Cracks and landslides: Mont Blanc increasingly difficult to access

AFP, published Sunday, July 31, 2022 at 5:16 p.m

Gaping crevices, large rockfalls “like refrigerators”. This year, marked by drought and heat waves, access to the top of Mont Blanc has become particularly difficult and dangerous, to the chagrin of amateur mountaineers who dream of climbing the roof of the Alps.

Officially, none of the seven routes leading to the summit at 4,807 meters are closed, but access conditions at the end of July have deteriorated to such an extent that only the most experienced climbers can still reach it, according to the mountain’s specialists.

Questionable is the lack of snow in winter, which at high altitude reveals in many places huge patches of grey, bare glaciers – even yellowish where sand dust from the Sahara has accumulated in winter – and full of fractures.

The heat did the rest, melting the fragile snow bridges that allow crossing the crevasses and triggering landslides.

However, in the town of Chamonix, at the foot of the White Giant in south-eastern France, the season is in full swing. Tourists flock to the Aiguille du Midi (3,842 meters), the summit of the mountain, where they arrive by the thousands every day through the magic of the cable car.

But up there, in the small cave carved in the ice, which serves as a changing room for mountaineers and the starting point for many mountain races – including the crossing of the Vallée Blanche glacier or Mont Blanc via the route des “Trois Monts” – there are rather few, who put on / take off the crampons at the end of July.

Among them were Scotsman Evan Warden and his 14-year-old son David to go horseback riding on the glacier below the Aiguille. There they found “terrible” conditions: “Everywhere we walked, there was constant falling rocks and crevasses kept opening,” says the boy, who was trained in the Scottish mountains, on his first visit to the Alps.

Both initially hoped to climb Mont Blanc, but gave up on this plan because it was “too risky”. “Maybe next year… He’ll be here tomorrow, he’ll be here next month and next year. He won’t move,” philosophizes the father and gently wraps the rope around his shoulders.

– “We’ll do that later” –

Monica and Marten Antheun, a couple in their 40s from Norway, also had a great time with the mythical giant after “a three-year wait”: they had booked for “today or tomorrow” with the Compagnie des Guides de Chamonix, Marten laments.

“The guide emailed us and the Mont Blanc race was canceled due to the weather. I think the guides know the area and the conditions.
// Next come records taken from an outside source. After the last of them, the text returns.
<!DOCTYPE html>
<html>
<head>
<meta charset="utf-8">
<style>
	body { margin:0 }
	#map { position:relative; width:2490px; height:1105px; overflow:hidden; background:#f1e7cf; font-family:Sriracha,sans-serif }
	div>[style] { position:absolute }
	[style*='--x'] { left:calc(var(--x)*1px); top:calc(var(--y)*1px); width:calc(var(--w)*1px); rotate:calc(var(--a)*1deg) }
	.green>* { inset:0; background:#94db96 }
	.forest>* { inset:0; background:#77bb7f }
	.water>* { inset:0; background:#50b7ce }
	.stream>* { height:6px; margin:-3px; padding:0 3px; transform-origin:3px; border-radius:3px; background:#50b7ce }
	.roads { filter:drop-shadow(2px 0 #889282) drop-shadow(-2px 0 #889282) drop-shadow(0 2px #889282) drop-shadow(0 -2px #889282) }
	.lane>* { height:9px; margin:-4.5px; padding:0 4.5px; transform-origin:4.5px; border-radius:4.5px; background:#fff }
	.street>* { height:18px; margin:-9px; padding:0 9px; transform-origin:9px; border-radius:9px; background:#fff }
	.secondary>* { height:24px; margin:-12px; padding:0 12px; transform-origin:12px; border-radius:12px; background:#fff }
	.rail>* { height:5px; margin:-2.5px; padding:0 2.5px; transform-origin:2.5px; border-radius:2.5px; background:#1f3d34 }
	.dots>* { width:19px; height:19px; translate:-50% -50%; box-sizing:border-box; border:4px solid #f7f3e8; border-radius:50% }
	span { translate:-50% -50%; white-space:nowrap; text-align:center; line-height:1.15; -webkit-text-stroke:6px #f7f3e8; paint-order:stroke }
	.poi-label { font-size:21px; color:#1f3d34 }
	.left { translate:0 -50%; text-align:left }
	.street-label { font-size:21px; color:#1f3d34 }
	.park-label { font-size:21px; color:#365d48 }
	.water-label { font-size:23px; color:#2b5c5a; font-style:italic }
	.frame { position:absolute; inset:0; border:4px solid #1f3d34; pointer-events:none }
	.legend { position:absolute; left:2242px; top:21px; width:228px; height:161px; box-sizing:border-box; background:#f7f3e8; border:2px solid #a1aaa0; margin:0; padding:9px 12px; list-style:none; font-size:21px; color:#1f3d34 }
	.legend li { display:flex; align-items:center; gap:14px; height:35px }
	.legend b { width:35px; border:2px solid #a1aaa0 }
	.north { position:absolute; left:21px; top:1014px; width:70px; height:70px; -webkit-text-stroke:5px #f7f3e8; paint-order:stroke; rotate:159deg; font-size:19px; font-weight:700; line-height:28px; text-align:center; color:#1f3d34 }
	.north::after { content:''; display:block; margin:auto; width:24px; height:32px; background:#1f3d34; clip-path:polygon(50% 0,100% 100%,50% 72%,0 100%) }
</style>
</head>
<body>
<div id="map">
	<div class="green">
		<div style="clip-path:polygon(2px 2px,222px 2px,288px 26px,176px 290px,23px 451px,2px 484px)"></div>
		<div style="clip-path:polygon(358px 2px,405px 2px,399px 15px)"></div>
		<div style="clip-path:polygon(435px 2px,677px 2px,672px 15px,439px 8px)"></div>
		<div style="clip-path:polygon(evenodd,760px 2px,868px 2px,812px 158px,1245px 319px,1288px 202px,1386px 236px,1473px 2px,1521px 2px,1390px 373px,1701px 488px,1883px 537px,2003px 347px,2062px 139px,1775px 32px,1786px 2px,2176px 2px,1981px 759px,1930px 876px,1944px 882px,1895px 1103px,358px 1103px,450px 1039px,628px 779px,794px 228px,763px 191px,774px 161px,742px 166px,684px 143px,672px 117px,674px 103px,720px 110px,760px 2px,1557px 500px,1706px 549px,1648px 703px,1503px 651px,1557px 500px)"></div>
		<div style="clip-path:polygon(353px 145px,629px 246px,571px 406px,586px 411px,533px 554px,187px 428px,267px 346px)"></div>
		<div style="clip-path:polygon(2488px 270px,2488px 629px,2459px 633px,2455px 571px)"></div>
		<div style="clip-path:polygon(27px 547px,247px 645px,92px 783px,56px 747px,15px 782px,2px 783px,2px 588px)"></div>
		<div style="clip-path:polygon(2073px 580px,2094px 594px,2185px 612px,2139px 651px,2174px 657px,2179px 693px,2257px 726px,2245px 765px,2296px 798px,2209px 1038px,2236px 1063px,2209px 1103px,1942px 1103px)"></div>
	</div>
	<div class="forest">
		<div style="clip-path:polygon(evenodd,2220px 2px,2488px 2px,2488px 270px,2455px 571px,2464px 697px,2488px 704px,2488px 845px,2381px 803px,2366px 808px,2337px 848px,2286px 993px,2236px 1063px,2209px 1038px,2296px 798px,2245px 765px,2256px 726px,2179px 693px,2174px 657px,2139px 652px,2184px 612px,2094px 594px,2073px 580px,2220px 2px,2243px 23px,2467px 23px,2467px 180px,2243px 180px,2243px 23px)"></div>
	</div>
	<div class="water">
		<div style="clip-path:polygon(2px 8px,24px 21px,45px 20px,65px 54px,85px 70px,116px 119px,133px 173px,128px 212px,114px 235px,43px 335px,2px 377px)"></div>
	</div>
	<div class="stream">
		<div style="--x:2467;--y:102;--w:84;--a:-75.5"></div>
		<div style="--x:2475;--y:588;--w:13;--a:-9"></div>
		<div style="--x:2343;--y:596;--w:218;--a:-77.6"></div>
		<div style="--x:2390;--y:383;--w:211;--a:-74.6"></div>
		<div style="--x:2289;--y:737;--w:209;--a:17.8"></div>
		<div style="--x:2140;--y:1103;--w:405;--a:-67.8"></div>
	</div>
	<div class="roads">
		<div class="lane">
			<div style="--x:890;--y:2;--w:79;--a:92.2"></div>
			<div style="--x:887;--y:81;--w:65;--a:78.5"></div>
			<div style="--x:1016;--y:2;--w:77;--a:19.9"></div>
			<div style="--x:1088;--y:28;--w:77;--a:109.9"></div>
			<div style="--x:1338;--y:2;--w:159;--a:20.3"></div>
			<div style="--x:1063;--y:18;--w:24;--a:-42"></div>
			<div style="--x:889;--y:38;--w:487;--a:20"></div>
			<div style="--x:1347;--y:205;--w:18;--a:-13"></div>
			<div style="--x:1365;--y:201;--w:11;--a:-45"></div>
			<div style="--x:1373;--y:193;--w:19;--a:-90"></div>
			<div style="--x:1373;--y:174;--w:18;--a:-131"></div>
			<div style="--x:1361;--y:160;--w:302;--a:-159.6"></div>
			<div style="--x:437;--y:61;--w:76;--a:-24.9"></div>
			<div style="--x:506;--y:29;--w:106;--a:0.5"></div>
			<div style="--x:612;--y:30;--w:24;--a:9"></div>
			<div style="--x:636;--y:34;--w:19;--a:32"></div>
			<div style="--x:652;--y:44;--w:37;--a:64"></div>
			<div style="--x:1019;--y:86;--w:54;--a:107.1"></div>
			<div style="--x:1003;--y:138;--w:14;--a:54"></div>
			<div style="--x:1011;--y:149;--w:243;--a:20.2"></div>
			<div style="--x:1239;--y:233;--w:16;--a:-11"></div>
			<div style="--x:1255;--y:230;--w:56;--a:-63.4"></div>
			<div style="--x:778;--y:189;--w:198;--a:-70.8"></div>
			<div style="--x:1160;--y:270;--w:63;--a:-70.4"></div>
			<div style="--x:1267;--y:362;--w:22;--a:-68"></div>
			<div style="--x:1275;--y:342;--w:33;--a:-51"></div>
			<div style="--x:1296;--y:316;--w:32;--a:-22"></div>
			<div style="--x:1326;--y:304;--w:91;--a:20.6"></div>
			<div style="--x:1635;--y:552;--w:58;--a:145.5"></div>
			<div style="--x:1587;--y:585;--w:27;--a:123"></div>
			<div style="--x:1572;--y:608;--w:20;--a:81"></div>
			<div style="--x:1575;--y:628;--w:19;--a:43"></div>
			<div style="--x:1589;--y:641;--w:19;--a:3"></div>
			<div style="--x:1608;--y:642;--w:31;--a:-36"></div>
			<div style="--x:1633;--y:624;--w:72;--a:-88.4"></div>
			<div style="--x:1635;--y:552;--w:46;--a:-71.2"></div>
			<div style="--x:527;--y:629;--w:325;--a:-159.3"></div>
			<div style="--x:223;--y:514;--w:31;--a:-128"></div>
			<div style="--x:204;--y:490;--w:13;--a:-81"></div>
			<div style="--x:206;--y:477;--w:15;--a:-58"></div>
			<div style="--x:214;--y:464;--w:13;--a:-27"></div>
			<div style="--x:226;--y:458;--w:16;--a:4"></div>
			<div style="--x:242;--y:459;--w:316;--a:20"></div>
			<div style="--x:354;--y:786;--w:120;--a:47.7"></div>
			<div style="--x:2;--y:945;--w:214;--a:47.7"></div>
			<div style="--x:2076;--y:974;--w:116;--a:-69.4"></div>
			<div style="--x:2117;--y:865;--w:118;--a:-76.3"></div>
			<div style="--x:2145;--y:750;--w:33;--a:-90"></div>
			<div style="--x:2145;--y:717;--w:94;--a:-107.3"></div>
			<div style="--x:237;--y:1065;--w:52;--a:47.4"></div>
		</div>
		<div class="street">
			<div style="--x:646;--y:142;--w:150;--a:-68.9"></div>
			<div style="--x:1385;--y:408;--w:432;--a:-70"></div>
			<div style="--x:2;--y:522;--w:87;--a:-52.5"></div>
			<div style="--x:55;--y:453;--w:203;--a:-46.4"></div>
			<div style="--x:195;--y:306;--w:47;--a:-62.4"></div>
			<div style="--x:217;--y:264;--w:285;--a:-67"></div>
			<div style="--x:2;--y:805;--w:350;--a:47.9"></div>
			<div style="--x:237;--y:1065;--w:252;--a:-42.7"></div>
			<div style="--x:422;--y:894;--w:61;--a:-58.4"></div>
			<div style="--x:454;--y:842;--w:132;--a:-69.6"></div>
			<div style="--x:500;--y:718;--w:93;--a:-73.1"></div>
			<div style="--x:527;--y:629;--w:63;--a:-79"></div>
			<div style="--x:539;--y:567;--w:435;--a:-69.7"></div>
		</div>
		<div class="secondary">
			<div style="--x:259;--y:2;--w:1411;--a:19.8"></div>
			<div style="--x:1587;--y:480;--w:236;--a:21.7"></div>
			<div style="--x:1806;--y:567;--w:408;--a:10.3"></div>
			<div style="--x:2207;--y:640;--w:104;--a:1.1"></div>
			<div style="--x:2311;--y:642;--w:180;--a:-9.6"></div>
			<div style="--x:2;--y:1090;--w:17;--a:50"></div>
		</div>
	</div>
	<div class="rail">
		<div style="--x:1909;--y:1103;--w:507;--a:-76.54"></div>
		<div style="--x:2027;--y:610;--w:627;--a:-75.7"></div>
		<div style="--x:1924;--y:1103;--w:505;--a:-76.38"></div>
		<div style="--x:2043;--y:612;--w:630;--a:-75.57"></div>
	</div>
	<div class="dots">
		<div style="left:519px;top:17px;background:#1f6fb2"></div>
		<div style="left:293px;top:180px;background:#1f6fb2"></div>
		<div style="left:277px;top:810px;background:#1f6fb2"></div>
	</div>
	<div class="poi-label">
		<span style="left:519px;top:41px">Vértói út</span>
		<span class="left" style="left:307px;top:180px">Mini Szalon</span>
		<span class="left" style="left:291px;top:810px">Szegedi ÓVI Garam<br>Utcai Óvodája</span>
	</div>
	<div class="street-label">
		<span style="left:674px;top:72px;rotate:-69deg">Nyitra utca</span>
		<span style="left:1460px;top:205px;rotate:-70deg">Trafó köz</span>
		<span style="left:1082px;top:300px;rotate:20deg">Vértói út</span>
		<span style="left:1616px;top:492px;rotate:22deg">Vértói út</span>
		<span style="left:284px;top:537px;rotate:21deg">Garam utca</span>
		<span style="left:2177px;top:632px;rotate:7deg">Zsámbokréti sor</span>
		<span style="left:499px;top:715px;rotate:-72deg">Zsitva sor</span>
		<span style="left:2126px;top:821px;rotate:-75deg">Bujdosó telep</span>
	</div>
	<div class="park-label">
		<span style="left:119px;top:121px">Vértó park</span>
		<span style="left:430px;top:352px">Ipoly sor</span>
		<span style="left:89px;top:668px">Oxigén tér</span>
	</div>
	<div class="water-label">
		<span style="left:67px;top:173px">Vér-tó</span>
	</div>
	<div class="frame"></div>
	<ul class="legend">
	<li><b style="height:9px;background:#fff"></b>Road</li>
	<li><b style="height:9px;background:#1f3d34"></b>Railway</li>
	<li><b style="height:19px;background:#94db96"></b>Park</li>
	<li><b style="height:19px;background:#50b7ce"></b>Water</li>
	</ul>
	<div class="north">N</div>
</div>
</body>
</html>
The Guide Companies of the cities of Chamonix and Saint-Gervais, which also lies at the foot of Mont Blanc, announced in mid-July the temporary suspension of ascents of the mountain via the “normal” Goûter route because of rockfalls falling down the corridor known as “death row “. Access remains open to independent guides.

The recent very high temperatures have destabilized the mountain, notes Noé Vérité, warden of the Cosmiques hut, which is on a different route, that of Trois Monts.

He says he recently rose 6 degrees in the middle of the night at his refuge at 3,613 meters above sea level. The lack of a refreeze that night forced all promotion contenders who had left the Cosmiques to turn back, he told AFP over the phone.

“We’re seeing conditions getting worse by the day,” he notes. July is usually the peak of the season for him, but cancellations are piling up.

The normal route suffers “like refrigerators” from large rockfalls. Others like “Innominata” are still practiced, but because of their difficulty are reserved for an arch-minority, he emphasizes.

Currently only a “dozen or twenty people a day, more specialists” reach the summit of Mont Blanc, compared to 100 to 120 people in normal times, estimates Olivier Grébert, president of the Compagnie des guides de Chamonix.

Canceled races will be rescheduled, refunded or rerouted to alternative routes and the company is taking the opportunity to provide a bit of education for those wanting to climb the summit, for example ‘for their 40th birthday’.

“This ascent must be part of a mountaineering career,” explains Mr. Grébert: “Mont Blanc sometimes has the reputation of being an easy climb, but that is not the case again, especially this year.”